- MATERIAL PROVIDED -
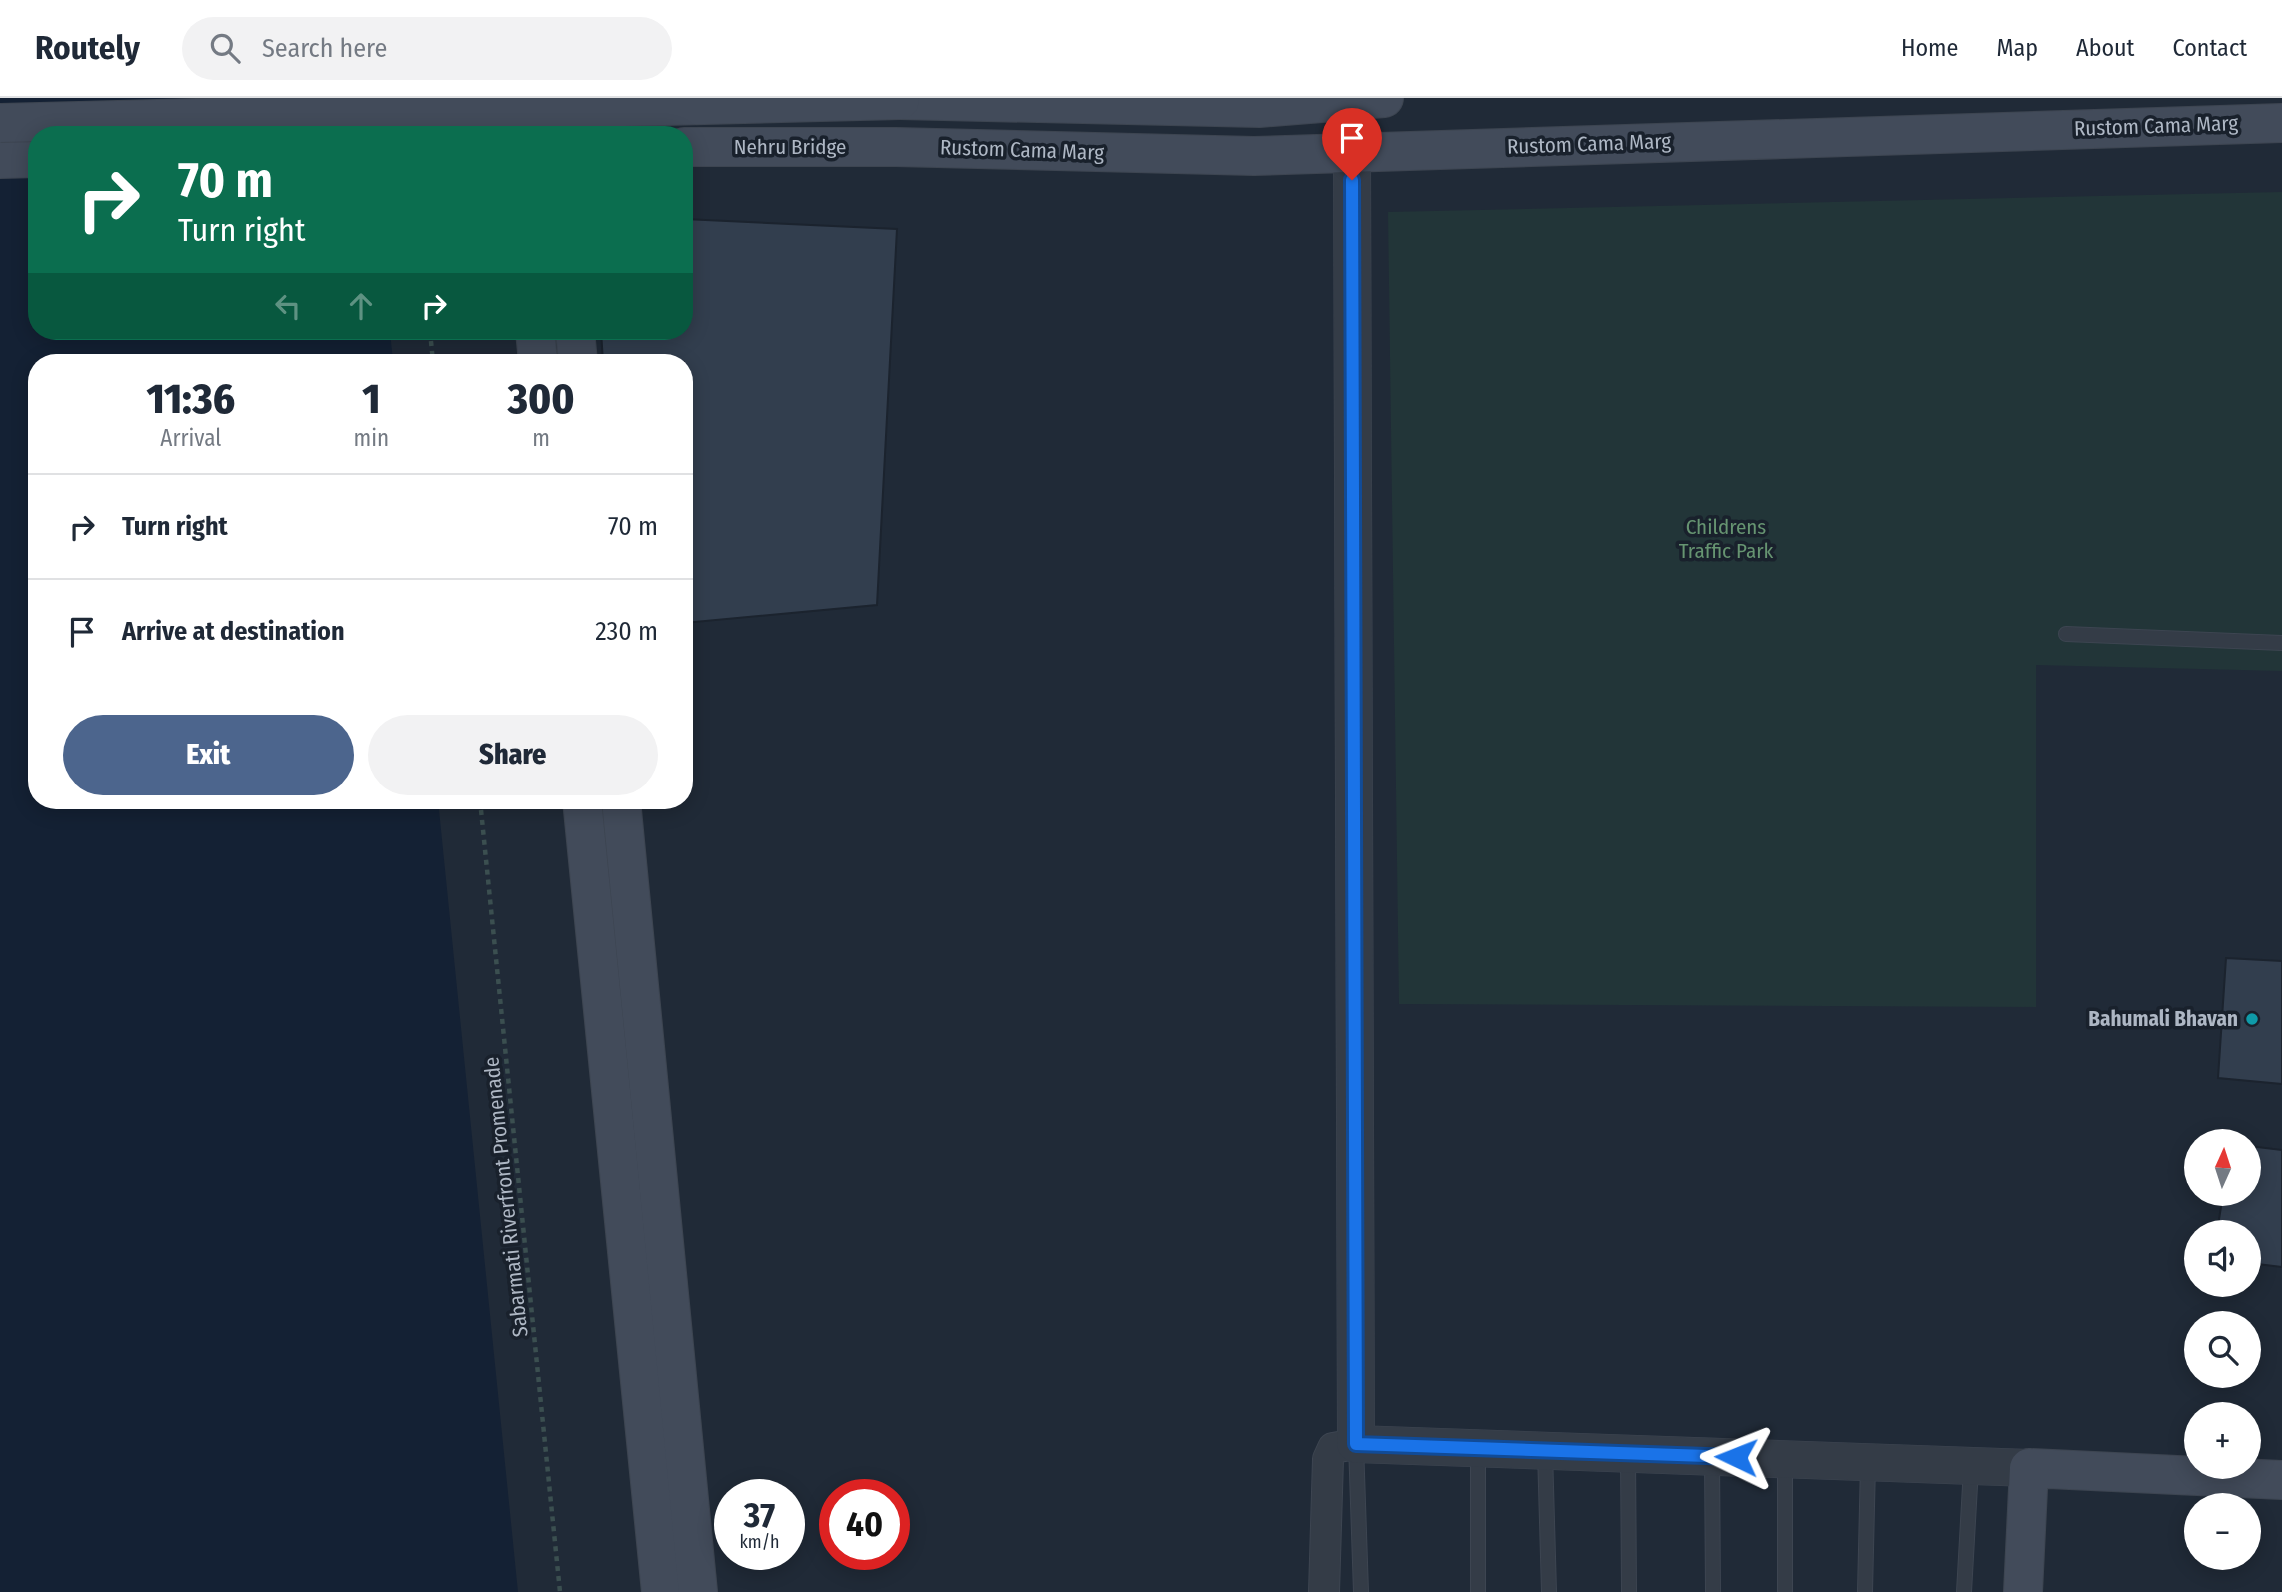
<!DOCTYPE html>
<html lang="en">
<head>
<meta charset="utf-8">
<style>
	:root { --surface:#fff; --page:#f2f2f3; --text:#1f2937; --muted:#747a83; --line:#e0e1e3; --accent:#4c658d }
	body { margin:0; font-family:"Fira Sans Condensed",sans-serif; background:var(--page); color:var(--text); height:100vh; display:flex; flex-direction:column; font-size:26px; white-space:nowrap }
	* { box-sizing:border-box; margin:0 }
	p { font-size:23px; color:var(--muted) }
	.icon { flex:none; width:38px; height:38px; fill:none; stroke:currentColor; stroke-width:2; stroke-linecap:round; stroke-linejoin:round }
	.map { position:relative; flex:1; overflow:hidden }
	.sheet { position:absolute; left:28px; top:256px; width:665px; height:455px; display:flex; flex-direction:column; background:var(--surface); border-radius:28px; box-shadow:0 4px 18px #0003 }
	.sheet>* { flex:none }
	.guide { position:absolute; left:28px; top:28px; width:665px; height:214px; border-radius:28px; box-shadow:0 4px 18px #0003; background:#0b6e4f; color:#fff; overflow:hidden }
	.needle { width:46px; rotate:3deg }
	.fabs { position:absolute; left:2184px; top:1031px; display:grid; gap:14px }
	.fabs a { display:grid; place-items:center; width:77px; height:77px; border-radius:50%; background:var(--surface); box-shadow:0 4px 18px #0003; font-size:35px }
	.speed { position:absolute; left:714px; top:1381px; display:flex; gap:14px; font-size:35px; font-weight:700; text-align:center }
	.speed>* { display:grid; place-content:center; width:91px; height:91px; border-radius:50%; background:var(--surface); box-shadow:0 4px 18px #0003; line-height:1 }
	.speed small { font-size:18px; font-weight:400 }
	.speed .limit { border:10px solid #d22; background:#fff; color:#111 }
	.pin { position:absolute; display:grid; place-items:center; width:60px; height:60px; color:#fff; margin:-72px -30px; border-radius:50% 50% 50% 0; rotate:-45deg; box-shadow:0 0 7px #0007 }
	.pin .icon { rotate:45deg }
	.me { position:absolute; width:77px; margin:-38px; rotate:272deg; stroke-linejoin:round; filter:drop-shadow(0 0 5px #0008) }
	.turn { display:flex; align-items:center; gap:24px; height:147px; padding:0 35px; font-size:32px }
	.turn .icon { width:91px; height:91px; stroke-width:2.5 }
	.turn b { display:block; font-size:49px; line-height:60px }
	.lanes { display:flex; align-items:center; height:66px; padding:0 35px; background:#0003; justify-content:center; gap:35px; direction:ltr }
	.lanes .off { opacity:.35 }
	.eta { display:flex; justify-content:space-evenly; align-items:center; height:119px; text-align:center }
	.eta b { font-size:42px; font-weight:800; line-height:49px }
	.primary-button { display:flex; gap:14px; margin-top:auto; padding:14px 35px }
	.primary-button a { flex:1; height:80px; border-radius:42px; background:var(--accent); color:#fff; font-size:28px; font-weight:800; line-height:80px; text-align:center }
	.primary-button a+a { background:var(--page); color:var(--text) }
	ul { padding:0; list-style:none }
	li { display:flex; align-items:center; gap:21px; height:105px; padding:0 35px; border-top:2px solid var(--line) }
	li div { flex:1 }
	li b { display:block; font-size:26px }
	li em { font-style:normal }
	header { display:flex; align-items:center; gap:42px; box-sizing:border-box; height:98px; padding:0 35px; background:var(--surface); border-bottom:2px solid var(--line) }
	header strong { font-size:33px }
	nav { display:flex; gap:38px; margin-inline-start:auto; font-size:24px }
	.search { width:490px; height:63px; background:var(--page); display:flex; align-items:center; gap:18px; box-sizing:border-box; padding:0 24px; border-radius:38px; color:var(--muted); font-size:26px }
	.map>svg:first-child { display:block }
	.green { fill:#223538 }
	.water { fill:#142134 }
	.building { fill:#323e4e; stroke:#1b232e; stroke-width:2 }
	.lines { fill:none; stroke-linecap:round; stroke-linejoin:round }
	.service-casing { stroke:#3d4551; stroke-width:16 }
	.minor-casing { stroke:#3d4551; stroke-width:32 }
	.tertiary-casing { stroke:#3d4551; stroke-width:38 }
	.secondary-casing { stroke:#3d4551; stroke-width:40 }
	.path { stroke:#3b4f50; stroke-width:4.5; stroke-dasharray:5 5; stroke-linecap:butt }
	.service { stroke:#343c47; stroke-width:14 }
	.minor { stroke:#343c47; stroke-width:30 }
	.tertiary { stroke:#343c47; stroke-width:37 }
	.secondary { stroke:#424b5a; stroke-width:38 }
	.secondary-bridge-casing { stroke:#3d4551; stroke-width:40; stroke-linecap:butt }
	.secondary-bridge { stroke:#424b5a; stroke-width:38 }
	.route-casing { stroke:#114b97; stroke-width:18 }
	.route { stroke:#1a73e8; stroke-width:12 }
	.culture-dot { fill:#0f9aa8; stroke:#19212c; stroke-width:2.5 }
	.labels { text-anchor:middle; stroke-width:7; stroke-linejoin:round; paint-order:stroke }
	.street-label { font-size:21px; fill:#aeb7c4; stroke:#19212c }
	.park-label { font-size:21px; fill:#669471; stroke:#19212c }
	.poi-label { font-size:21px; font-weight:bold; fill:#aeb7c4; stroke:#19212c; text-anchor:end }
</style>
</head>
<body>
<header>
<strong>Routely</strong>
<div class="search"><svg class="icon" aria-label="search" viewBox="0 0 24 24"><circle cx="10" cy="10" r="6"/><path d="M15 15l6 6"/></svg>Search here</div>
<nav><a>Home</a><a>Map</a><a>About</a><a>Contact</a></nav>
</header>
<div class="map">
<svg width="2282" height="1494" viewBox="0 0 2282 1494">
	<rect width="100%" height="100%" fill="#202a37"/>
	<polygon class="green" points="2282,94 2282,573 2036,567 2036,909 1399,906 1388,114"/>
	<polygon class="water" points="0,0 366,0 370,37 37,37 37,233 390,233 393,264 37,264 37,702 438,702 518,1494 0,1494"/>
	<g class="building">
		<polygon points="684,121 897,131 877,507 684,525 684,264 603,264 601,233 684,233"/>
		<polygon points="2226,860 2282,863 2282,986 2218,980"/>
		<polygon points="2249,1048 2282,1052 2282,1169 2249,1165 2249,1134 2217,1134 2223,1096 2249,1096"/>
	</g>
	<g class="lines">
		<defs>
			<g id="service">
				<polyline points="2066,536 2282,545"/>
				<polyline points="1356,1346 1361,1494"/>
				<polyline points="1478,1352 1478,1494"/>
				<polyline points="1545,1353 1549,1494"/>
				<polyline points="1628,1355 1629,1494"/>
				<polyline points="1712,1359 1713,1494"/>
				<polyline points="1785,1494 1785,1362"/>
				<polyline points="1865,1494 1868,1366"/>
				<polyline points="1964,1494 1971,1370"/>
			</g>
			<polyline id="minor" points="1324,1494 1328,1361 1333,1350 1356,1346"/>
			<polyline id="tertiary" points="1352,54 1356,1346 2029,1370"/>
			<g id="secondary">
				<polyline points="554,0 557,37"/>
				<polyline points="900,2 1259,10 1384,0"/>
				<polyline points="684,49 896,49 1254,58 2282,25"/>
				<polyline points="0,61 37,60"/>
				<polyline points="535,233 538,264"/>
				<polyline points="575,233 578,264"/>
				<polyline points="582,702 661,1494"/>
				<polyline points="621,702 698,1494"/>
				<polyline points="2023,1494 2029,1370 2282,1382"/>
			</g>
		</defs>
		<use href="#service" class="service-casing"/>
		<use href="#minor" class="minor-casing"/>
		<use href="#tertiary" class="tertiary-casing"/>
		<use href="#secondary" class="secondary-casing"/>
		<g class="path">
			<polyline points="430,233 433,264"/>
			<polyline points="480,702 560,1494"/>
		</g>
		<use href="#service" class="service"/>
		<use href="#minor" class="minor"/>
		<use href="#tertiary" class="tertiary"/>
		<use href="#secondary" class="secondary"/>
		<defs>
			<polyline id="secondary-bridge" points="0,25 900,2"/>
		</defs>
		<use href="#secondary-bridge" class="secondary-bridge-casing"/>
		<use href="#secondary-bridge" class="secondary-bridge"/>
	</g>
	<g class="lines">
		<defs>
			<polyline id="route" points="1352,82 1356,1346 1736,1359"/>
		</defs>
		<use href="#route" class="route-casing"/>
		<use href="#route" class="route"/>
	</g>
	<circle class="culture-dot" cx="2252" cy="921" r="7"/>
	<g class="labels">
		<g class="street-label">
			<text transform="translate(2156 28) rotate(-2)" y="7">Rustom Cama Marg</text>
			<text transform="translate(1589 46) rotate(-2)" y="7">Rustom Cama Marg</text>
			<text x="790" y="56">Nehru Bridge</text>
			<text transform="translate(1022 52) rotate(2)" y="7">Rustom Cama Marg</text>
			<text transform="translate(506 1099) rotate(-96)" y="7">Sabarmati Riverfront Promenade</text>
		</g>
		<g class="park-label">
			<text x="1726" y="436">Childrens<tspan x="1726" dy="24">Traffic Park</tspan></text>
		</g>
		<g class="poi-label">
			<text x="2238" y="928">Bahumali Bhavan</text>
		</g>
	</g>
</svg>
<div class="fabs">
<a><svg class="needle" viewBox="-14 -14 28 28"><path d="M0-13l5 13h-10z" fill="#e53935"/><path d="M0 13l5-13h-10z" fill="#747a83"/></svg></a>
<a><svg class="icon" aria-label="sound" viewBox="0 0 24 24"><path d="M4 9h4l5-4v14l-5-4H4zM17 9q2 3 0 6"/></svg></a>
<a><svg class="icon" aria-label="search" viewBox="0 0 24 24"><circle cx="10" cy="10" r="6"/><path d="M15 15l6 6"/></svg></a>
<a>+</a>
<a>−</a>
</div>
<div class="speed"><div>37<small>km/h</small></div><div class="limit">40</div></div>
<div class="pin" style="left:1352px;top:82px;background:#d93025"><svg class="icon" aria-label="arrive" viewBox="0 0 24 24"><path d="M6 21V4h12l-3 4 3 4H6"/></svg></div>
<svg class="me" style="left:1736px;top:1359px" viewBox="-20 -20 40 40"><path d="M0-17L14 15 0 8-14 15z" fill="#1a73e8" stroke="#fff" stroke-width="4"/></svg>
<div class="guide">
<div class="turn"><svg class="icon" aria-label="right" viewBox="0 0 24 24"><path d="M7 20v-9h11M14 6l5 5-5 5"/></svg><div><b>70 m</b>Turn right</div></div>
<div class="lanes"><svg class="icon off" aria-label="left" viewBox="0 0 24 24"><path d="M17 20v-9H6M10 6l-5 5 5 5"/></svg><svg class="icon off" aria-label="ahead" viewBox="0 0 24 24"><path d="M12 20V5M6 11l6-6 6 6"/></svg><svg class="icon" aria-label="right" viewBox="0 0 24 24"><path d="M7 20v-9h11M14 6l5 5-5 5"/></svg></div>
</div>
<section class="sheet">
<div class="eta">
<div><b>11:36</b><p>Arrival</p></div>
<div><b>1</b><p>min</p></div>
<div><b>300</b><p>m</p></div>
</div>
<ul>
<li><svg class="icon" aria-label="right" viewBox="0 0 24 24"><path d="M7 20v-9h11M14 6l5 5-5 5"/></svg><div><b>Turn right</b></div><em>70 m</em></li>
<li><svg class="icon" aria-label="arrive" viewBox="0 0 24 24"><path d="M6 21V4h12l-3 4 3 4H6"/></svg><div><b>Arrive at destination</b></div><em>230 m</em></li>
</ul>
<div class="primary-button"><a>Exit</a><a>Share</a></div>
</section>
</div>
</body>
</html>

- PROBLEM DETAILS -
Read through the material above, and whenever a line contains "space", copy it.

- COMPLETED EXERCISE -
	body { margin:0; font-family:"Fira Sans Condensed",sans-serif; background:var(--page); color:var(--text); height:100vh; display:flex; flex-direction:column; font-size:26px; white-space:nowrap }
	.eta { display:flex; justify-content:space-evenly; align-items:center; height:119px; text-align:center }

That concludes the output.